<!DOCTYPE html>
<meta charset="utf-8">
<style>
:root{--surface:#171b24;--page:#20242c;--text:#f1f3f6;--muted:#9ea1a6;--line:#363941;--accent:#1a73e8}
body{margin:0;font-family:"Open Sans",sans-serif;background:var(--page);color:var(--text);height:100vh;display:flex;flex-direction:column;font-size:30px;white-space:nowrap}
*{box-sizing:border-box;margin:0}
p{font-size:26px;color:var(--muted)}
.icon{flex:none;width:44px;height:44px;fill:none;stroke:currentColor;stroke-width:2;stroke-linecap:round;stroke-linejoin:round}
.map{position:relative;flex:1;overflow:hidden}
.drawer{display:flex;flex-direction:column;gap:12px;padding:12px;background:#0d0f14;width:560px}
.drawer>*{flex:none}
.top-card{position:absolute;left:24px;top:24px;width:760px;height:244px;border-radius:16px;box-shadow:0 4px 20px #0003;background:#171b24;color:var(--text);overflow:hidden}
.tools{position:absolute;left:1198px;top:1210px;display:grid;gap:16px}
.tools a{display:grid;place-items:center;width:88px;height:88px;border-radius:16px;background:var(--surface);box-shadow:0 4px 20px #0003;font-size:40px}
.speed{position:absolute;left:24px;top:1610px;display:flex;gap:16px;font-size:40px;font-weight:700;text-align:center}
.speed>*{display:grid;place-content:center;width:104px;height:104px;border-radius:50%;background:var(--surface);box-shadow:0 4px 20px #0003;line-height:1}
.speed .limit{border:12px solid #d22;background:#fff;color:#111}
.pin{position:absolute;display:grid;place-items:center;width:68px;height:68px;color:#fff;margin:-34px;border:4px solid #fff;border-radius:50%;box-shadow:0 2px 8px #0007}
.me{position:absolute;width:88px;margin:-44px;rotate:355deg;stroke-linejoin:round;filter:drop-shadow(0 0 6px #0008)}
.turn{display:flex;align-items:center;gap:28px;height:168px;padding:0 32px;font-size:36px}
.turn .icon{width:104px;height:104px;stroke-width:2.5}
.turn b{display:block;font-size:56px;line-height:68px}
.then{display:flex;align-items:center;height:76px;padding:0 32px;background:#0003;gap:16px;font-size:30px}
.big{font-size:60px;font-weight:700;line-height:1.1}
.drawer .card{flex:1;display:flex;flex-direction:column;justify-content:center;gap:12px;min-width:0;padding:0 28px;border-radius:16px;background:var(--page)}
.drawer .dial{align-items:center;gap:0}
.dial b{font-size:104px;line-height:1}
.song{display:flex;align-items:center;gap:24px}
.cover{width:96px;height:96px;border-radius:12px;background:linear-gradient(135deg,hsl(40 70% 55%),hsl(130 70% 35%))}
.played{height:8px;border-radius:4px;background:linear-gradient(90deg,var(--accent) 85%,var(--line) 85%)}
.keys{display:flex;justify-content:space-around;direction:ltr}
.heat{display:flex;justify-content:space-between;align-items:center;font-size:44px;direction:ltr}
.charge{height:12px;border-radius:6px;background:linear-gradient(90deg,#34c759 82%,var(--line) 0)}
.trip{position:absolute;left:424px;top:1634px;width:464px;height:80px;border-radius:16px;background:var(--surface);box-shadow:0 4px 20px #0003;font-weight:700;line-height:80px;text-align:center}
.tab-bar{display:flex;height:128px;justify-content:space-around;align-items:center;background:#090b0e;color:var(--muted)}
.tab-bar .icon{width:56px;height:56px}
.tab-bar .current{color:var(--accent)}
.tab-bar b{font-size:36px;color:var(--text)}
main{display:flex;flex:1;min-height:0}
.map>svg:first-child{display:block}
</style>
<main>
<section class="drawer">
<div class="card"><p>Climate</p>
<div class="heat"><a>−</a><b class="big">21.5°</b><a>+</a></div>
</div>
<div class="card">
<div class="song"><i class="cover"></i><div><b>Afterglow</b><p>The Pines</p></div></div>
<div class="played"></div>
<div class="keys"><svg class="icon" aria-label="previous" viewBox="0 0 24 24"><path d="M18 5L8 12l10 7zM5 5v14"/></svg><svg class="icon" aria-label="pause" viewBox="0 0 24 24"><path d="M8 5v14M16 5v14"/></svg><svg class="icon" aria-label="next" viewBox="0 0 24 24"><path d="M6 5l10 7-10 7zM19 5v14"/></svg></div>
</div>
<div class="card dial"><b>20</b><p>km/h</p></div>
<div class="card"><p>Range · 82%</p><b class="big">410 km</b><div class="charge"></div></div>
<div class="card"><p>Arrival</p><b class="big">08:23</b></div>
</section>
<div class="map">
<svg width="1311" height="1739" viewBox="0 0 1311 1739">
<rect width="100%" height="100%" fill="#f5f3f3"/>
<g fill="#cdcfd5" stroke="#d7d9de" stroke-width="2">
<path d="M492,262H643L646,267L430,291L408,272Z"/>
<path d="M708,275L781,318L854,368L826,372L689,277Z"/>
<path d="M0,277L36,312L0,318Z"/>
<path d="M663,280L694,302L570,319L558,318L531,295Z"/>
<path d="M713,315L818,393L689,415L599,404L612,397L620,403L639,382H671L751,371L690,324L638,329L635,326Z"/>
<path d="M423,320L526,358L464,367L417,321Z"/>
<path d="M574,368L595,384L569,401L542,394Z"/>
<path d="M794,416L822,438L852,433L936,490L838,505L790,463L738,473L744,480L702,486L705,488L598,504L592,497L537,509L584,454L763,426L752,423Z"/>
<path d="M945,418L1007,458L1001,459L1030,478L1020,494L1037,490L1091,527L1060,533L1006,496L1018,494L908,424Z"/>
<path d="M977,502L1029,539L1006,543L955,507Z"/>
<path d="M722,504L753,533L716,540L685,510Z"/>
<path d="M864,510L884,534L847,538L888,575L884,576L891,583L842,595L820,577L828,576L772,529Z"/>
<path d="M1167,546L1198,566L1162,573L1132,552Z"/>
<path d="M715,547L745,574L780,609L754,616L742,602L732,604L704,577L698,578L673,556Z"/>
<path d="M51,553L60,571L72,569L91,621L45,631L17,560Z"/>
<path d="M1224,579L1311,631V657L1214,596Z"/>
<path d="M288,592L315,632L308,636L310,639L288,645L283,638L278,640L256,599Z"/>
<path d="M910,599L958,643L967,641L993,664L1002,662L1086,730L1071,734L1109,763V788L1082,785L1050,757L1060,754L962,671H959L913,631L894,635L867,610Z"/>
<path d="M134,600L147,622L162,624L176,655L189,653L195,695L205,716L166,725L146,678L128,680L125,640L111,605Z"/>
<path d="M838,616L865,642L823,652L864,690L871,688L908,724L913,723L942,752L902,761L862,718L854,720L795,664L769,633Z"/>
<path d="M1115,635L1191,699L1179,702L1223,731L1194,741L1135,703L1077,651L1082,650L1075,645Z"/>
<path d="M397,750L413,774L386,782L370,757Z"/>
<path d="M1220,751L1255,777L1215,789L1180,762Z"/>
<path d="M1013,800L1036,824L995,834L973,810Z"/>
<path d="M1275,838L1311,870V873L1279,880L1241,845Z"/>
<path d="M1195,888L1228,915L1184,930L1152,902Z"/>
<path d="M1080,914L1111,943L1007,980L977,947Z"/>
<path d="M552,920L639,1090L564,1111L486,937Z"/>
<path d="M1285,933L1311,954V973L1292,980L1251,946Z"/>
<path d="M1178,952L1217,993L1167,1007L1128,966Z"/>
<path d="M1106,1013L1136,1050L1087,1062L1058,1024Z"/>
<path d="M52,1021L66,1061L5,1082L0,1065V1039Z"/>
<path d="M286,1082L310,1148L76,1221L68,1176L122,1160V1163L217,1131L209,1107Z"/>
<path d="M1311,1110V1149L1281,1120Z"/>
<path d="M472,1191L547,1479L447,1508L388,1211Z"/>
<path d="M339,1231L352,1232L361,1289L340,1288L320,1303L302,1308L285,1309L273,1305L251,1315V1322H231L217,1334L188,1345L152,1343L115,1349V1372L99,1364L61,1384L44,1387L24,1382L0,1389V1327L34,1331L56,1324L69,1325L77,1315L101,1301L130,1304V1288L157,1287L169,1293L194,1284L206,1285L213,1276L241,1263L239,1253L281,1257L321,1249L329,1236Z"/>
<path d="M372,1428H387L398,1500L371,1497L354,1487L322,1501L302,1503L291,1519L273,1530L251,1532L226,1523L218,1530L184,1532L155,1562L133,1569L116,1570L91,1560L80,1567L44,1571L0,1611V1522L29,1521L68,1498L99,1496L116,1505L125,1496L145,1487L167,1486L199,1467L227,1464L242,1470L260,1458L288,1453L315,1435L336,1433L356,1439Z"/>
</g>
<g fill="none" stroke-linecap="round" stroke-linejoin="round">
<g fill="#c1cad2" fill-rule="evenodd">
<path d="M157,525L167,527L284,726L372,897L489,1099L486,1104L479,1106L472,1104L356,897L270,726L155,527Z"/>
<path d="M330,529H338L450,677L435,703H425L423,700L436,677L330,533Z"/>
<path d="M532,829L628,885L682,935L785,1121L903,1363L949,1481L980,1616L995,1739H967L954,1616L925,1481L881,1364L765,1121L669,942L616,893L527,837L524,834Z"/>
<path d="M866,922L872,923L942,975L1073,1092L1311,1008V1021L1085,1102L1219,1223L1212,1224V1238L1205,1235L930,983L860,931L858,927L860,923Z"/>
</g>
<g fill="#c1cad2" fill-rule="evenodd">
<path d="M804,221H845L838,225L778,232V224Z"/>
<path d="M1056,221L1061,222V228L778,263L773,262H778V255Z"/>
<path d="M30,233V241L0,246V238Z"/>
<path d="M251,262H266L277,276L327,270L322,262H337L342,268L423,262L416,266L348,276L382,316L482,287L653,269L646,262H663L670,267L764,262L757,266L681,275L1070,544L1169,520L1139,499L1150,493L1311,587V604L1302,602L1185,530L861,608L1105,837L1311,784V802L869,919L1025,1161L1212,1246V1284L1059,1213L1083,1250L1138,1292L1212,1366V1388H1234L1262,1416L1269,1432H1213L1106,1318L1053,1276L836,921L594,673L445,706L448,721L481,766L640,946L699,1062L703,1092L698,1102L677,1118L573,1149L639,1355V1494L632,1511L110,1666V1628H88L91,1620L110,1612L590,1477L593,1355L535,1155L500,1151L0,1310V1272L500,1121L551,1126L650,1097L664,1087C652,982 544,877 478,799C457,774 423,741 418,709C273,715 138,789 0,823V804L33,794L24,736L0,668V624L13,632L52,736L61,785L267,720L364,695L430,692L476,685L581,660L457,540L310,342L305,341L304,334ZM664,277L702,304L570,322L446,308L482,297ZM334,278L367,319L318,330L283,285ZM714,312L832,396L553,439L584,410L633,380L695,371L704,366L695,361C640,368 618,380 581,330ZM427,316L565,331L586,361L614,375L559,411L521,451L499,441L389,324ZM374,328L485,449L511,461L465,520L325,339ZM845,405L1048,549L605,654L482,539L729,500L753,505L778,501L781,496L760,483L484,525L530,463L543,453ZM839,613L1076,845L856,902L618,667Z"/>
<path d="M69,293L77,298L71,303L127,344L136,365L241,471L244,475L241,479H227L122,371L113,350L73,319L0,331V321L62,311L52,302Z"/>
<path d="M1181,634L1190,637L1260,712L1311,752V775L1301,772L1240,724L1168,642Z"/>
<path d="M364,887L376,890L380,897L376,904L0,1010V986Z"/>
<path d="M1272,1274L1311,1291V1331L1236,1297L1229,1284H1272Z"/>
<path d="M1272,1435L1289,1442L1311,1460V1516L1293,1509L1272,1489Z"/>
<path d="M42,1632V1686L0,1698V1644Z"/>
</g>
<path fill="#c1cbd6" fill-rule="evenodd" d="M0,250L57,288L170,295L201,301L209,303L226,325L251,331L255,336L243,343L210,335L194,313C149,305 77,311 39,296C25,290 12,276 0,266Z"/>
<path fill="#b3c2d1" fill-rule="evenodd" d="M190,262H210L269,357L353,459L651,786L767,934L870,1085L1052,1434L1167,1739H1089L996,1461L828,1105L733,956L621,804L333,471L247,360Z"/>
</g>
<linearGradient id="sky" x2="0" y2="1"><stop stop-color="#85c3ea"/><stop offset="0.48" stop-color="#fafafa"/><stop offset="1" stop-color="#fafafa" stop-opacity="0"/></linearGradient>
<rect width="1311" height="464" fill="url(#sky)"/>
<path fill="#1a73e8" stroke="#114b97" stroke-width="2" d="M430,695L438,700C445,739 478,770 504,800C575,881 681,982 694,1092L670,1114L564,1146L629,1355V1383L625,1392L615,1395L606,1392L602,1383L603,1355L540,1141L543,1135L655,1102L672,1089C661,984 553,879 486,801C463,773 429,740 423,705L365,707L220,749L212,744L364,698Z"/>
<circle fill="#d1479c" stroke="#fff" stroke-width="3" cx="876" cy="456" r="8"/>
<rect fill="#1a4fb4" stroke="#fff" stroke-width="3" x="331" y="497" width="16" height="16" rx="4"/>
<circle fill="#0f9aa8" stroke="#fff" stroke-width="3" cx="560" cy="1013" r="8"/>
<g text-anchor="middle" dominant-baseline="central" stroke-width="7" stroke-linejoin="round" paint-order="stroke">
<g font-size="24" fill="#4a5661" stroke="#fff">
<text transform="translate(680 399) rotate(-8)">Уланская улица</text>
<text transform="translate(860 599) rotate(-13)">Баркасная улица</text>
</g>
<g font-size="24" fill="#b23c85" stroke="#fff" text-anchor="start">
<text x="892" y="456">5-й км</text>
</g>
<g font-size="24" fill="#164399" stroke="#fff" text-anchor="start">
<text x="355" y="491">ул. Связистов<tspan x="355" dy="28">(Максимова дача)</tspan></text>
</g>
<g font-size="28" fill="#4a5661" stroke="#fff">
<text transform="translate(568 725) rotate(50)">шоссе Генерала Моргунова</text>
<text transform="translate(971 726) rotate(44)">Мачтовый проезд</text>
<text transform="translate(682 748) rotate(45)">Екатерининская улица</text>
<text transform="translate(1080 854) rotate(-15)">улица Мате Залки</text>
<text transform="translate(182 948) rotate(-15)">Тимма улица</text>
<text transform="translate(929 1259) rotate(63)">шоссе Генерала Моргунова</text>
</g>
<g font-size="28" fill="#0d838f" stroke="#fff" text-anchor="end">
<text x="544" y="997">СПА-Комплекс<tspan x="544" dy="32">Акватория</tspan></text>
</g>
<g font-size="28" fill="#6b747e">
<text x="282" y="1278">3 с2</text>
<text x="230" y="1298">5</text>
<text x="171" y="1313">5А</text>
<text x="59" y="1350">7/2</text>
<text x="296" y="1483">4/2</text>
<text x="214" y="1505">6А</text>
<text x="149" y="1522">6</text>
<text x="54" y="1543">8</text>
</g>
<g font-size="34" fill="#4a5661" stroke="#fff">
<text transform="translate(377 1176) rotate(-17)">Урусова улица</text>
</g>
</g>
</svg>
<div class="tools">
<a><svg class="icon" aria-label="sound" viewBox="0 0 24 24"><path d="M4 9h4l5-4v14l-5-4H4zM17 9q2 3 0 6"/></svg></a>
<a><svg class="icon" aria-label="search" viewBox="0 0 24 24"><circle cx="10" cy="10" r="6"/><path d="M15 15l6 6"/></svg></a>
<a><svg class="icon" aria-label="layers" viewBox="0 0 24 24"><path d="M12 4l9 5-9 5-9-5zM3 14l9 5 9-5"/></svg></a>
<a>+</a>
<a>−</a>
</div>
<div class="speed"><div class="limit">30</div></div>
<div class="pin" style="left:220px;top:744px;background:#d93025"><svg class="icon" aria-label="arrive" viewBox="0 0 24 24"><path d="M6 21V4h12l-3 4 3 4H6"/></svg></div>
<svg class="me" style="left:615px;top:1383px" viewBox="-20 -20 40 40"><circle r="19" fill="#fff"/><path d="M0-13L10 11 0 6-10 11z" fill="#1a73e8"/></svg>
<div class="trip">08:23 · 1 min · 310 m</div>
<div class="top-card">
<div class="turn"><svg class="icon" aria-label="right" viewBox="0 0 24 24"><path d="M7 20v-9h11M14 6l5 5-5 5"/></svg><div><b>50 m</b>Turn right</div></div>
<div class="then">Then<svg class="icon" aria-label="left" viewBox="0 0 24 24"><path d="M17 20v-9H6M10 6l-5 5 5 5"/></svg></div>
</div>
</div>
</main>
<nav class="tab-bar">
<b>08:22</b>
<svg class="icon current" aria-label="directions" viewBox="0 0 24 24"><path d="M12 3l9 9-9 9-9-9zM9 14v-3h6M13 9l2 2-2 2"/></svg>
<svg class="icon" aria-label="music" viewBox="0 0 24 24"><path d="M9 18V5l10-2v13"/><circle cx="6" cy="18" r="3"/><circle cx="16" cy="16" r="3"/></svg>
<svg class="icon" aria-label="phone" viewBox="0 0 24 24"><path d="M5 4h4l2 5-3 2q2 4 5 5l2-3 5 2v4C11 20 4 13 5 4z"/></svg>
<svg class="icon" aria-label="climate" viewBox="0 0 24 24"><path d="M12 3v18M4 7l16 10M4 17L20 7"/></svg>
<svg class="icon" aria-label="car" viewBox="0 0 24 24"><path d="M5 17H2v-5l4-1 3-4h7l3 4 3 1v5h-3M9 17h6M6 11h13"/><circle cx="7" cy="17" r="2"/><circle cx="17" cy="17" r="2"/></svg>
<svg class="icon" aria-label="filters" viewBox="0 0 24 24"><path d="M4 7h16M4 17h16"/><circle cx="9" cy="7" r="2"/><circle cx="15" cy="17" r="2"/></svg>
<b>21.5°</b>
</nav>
····················
### [Requirement]
Check each line of the entries above for the string "solid", and return those that contain it.

### [Result for this task]
.speed .limit{border:12px solid #d22;background:#fff;color:#111}
.pin{position:absolute;display:grid;place-items:center;width:68px;height:68px;color:#fff;margin:-34px;border:4px solid #fff;border-radius:50%;box-shadow:0 2px 8px #0007}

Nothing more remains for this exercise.